Um Bombay Tónico com Limão Espremido

Abri as cortinas e deparei-me com o sol lá pendurado em cima. Era suposto chover. As pessoas queriam chuva. As colheitas e as barragens precisavam de chuva. A meteorologia prometia chuva. Afinal, veio sol.
Boa! Precisava de estender roupa. Não tenho máquina de secar e o estendal é curto. E para não ter de passar a roupa a ferro, tenho de a estender direita e esticada no estendal. É uma ciência.
Quando fui abrir a porta da máquina de lavar saiu lá de dentro um cheiro insuportável a bafio e humidade. A roupa estava lá há quatro dias, à espera que parasse de chover. Parou hoje. E tenho de lavar a roupa outra vez.
Voltei a colocar lá dentro outra bola de detergente e programei a lavagem para sessenta minutos, imaginando ser suficiente para tirar aquele cheiro insuportável.

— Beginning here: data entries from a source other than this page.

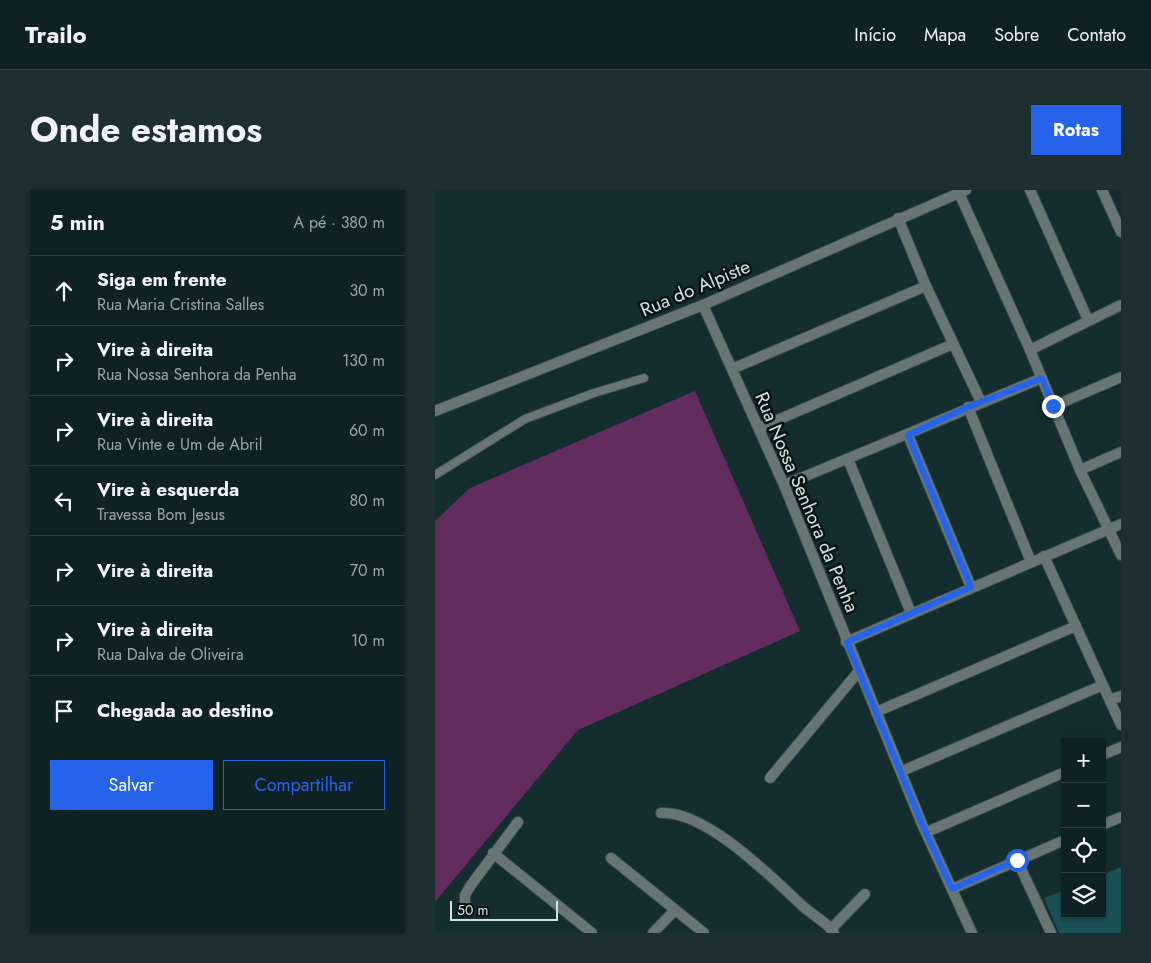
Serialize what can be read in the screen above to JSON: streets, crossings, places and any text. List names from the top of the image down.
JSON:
{
  "streets": {
    "street": ["Rua do Alpiste", "Rua Nossa Senhora da Penha"]
  },
  "crossings": [
    ["Rua do Alpiste", "Rua Nossa Senhora da Penha"]
  ],
  "scale_bar": "50 m",
  "page": {
    "header": "Trailo",
    "nav": [
      "Início",
      "Mapa",
      "Sobre",
      "Contato"
    ],
    "title": "Onde estamos",
    "buttons": [
      "Rotas",
      ["Salvar", "Compartilhar"]
    ],
    "heading": ["5 min", "A pé · 380 m"],
    "list": [
      ["Siga em frente", "Rua Maria Cristina Salles", "30 m"],
      ["Vire à direita", "Rua Nossa Senhora da Penha", "130 m"],
      ["Vire à direita", "Rua Vinte e Um de Abril", "60 m"],
      ["Vire à esquerda", "Travessa Bom Jesus", "80 m"],
      ["Vire à direita", "70 m"],
      ["Vire à direita", "Rua Dalva de Oliveira", "10 m"],
      "Chegada ao destino"
    ],
    "map_buttons": ["+", "−"],
    "scale": "50 m"
  }
}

Enquanto esperava pela lavagem, lavei e descasquei uma manga e comi-a. Depois tomei um duche. Vesti-me e tomei um Voltaren para as dores com que ando na perna.
A máquina ainda estava no programa.
Fiz a cama. Limpei a cozinha. Sentei-me na mesa da cozinha e esperei. Acendi um cigarro e fui acompanhando, mentalmente, o som da máquina de lavar na sua programação. A parte da centrifugação é fascinante. Estou sempre à espera que a máquina levante voo. A fumar o cigarro acabo por inalar sempre muito mais fumo. É uma resposta ao stress que me provoca.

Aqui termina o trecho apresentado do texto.